> WORK INSTRUCTION:
Print word for word the first line of the records below and every following line through the one containing "position:absolute; left:1251px; top:1839px;"; print nothing else.

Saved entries
----------------

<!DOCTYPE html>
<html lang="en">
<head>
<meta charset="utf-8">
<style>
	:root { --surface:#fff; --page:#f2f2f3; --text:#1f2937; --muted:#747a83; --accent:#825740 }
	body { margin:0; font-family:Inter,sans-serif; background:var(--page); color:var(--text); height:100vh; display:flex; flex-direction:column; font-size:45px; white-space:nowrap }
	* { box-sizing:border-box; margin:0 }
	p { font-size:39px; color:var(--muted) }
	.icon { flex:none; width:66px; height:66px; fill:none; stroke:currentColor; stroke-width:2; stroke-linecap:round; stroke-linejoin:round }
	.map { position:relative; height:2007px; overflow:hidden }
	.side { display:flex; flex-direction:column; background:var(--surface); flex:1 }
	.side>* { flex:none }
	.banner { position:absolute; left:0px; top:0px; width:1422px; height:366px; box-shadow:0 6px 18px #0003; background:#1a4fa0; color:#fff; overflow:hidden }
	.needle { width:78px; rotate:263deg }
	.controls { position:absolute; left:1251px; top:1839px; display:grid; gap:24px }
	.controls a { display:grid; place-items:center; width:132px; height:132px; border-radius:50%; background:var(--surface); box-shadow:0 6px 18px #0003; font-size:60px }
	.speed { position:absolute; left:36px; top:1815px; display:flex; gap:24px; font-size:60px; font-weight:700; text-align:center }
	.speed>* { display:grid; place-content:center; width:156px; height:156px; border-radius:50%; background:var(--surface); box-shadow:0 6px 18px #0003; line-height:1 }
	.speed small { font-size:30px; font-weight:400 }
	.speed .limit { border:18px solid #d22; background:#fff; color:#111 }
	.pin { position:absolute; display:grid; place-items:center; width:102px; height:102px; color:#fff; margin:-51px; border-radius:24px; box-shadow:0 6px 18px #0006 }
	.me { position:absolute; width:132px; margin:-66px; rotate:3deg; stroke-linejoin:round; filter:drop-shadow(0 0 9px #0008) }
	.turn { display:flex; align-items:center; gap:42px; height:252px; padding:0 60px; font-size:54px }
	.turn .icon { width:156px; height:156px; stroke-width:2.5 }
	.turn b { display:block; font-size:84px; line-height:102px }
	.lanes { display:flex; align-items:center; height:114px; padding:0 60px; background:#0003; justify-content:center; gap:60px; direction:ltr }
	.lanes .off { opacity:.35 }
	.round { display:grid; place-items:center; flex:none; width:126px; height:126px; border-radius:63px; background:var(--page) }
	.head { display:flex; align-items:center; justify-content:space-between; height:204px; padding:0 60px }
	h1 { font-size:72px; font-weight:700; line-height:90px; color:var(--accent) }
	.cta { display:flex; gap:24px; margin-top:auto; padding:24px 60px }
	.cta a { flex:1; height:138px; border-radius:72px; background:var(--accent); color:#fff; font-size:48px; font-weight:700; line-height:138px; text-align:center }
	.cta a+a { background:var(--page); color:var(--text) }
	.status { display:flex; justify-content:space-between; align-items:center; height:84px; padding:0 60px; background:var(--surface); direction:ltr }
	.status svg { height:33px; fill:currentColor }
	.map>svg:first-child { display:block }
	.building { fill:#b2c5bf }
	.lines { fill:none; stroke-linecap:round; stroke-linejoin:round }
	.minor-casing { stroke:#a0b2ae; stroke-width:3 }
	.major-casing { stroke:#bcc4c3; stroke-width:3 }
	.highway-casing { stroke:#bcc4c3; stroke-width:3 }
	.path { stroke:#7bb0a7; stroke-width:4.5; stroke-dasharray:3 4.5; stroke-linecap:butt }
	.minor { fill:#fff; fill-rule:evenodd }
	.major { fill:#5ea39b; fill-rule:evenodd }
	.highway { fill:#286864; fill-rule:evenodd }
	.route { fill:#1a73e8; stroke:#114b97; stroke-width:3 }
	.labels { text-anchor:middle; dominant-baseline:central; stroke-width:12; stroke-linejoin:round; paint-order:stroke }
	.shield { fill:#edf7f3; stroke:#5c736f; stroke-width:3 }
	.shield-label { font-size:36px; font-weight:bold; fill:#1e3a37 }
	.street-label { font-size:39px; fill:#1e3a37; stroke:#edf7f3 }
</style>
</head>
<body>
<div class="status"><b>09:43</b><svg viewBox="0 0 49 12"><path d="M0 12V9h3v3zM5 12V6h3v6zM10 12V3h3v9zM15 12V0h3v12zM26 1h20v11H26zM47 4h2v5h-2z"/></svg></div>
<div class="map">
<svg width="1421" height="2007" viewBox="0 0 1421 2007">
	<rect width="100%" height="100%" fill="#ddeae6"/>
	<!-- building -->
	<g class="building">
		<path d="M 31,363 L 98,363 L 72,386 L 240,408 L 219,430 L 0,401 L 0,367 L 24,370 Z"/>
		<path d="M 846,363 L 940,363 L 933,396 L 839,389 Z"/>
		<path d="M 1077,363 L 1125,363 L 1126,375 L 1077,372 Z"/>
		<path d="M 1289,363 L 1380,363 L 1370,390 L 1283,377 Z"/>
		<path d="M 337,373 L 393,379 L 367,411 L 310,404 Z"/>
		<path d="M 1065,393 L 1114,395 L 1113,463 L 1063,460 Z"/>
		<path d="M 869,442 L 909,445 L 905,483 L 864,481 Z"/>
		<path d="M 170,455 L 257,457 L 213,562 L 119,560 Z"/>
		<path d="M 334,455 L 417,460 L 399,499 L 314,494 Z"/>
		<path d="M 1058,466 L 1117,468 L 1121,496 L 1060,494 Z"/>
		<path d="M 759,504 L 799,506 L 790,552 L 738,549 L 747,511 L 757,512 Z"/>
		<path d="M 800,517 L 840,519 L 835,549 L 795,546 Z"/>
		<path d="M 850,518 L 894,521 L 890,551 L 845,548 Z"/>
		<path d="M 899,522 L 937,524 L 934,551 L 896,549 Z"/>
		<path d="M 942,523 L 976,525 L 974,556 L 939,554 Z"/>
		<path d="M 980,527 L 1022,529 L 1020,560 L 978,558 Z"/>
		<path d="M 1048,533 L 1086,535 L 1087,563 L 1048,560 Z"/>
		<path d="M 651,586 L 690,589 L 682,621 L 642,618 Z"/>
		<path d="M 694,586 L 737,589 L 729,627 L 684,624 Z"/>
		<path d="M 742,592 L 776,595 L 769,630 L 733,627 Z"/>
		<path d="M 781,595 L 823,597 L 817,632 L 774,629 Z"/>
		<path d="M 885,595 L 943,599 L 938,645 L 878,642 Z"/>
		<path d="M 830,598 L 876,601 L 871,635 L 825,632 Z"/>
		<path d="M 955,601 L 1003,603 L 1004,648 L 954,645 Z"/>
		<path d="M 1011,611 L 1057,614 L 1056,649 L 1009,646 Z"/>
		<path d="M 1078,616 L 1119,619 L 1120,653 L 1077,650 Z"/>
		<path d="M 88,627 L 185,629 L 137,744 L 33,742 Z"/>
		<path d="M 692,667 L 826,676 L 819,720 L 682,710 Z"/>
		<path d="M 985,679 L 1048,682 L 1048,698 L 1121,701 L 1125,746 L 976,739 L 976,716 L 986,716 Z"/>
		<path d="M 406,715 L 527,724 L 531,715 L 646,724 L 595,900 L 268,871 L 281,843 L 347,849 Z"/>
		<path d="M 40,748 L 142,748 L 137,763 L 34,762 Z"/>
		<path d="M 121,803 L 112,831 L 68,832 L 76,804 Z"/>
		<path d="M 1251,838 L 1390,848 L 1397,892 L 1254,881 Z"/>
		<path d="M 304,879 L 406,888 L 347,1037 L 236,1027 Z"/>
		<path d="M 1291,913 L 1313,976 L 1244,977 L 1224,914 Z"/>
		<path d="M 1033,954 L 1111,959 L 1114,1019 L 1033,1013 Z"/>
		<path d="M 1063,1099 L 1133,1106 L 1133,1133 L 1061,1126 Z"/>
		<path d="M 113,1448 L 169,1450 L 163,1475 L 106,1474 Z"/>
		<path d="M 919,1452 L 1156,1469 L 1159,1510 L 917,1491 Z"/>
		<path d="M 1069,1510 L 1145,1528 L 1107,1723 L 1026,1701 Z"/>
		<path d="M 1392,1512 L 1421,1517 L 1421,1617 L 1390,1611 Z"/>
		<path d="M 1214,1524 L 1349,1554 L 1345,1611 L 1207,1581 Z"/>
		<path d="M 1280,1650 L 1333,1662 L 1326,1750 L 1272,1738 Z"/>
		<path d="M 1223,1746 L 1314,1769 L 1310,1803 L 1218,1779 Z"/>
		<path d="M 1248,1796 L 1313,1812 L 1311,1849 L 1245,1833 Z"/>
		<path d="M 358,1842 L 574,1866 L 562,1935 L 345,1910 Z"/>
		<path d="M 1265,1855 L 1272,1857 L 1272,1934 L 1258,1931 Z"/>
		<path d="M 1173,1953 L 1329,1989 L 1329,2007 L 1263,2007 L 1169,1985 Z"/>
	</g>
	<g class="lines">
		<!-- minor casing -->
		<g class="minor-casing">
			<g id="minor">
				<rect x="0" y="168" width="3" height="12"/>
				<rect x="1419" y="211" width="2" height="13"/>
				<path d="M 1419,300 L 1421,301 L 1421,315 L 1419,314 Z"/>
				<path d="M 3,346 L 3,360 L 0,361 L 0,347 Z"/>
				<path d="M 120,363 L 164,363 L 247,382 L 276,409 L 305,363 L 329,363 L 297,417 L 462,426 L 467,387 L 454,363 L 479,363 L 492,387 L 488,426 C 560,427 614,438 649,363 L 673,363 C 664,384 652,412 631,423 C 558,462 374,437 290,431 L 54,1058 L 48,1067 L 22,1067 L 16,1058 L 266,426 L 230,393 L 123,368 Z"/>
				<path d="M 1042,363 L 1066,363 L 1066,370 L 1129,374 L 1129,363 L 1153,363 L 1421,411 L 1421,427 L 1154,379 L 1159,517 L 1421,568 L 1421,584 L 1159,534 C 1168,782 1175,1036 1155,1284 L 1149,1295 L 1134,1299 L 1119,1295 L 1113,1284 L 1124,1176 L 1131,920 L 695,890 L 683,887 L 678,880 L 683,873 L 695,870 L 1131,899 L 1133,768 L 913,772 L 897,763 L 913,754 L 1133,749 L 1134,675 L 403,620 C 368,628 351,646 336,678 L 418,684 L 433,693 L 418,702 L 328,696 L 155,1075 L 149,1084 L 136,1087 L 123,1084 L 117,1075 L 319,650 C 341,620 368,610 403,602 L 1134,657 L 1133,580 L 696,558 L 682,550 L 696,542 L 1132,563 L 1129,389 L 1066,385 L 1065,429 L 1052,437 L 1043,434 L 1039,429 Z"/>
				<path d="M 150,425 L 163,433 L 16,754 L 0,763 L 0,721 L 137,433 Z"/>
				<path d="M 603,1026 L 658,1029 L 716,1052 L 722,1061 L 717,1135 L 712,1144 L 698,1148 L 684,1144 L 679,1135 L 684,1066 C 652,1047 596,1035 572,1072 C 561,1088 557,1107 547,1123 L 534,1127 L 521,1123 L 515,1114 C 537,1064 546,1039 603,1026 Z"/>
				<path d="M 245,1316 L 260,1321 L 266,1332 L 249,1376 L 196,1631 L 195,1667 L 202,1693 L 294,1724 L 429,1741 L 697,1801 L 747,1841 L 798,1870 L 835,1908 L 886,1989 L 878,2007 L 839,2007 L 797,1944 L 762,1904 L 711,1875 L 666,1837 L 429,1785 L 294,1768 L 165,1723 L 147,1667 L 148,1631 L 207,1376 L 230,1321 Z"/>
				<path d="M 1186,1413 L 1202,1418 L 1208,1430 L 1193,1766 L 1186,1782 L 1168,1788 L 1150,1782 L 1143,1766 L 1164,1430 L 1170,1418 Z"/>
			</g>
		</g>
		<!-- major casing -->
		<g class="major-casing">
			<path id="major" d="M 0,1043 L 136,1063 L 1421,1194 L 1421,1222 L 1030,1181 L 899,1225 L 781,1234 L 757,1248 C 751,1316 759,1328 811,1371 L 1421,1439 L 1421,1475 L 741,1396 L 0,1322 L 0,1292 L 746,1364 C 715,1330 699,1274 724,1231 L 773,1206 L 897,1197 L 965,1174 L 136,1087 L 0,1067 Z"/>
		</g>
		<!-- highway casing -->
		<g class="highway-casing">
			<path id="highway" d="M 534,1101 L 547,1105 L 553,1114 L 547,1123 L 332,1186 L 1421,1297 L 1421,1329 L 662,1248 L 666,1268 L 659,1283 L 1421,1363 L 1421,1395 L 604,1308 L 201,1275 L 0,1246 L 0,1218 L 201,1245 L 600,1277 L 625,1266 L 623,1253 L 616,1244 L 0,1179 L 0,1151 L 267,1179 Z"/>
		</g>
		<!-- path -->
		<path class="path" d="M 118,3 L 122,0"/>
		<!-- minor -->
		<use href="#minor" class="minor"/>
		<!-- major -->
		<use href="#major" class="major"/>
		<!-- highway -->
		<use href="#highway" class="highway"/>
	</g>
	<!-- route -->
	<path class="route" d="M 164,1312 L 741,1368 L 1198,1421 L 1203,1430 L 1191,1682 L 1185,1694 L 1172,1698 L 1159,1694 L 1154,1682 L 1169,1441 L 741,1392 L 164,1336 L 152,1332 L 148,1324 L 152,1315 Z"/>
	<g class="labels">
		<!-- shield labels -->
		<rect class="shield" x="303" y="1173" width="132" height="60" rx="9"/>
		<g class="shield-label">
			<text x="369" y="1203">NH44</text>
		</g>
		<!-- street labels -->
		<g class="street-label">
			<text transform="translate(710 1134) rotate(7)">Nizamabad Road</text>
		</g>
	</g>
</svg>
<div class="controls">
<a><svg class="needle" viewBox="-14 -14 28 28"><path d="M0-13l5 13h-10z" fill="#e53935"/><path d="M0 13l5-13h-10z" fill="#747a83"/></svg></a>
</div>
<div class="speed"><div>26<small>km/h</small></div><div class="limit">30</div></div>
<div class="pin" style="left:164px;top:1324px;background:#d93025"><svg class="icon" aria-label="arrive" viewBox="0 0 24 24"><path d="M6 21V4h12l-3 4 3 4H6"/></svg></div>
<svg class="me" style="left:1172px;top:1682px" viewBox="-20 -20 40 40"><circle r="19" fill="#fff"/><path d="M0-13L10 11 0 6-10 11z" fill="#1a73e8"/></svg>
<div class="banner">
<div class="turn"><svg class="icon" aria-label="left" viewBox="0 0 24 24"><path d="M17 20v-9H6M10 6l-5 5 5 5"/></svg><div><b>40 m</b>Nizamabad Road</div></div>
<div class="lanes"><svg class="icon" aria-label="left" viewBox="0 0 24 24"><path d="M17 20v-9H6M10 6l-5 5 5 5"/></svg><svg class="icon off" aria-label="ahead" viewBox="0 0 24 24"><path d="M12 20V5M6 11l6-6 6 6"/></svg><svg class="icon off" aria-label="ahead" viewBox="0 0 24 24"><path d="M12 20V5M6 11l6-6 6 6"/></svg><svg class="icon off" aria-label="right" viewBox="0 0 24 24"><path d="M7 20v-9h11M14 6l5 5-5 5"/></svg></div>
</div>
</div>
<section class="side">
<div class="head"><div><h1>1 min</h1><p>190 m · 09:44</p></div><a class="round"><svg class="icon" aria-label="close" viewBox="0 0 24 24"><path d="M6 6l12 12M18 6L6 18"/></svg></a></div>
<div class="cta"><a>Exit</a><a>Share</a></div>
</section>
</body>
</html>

----------------

> RESPONSE AREA:
<!DOCTYPE html>
<html lang="en">
<head>
<meta charset="utf-8">
<style>
	:root { --surface:#fff; --page:#f2f2f3; --text:#1f2937; --muted:#747a83; --accent:#825740 }
	body { margin:0; font-family:Inter,sans-serif; background:var(--page); color:var(--text); height:100vh; display:flex; flex-direction:column; font-size:45px; white-space:nowrap }
	* { box-sizing:border-box; margin:0 }
	p { font-size:39px; color:var(--muted) }
	.icon { flex:none; width:66px; height:66px; fill:none; stroke:currentColor; stroke-width:2; stroke-linecap:round; stroke-linejoin:round }
	.map { position:relative; height:2007px; overflow:hidden }
	.side { display:flex; flex-direction:column; background:var(--surface); flex:1 }
	.side>* { flex:none }
	.banner { position:absolute; left:0px; top:0px; width:1422px; height:366px; box-shadow:0 6px 18px #0003; background:#1a4fa0; color:#fff; overflow:hidden }
	.needle { width:78px; rotate:263deg }
	.controls { position:absolute; left:1251px; top:1839px; display:grid; gap:24px }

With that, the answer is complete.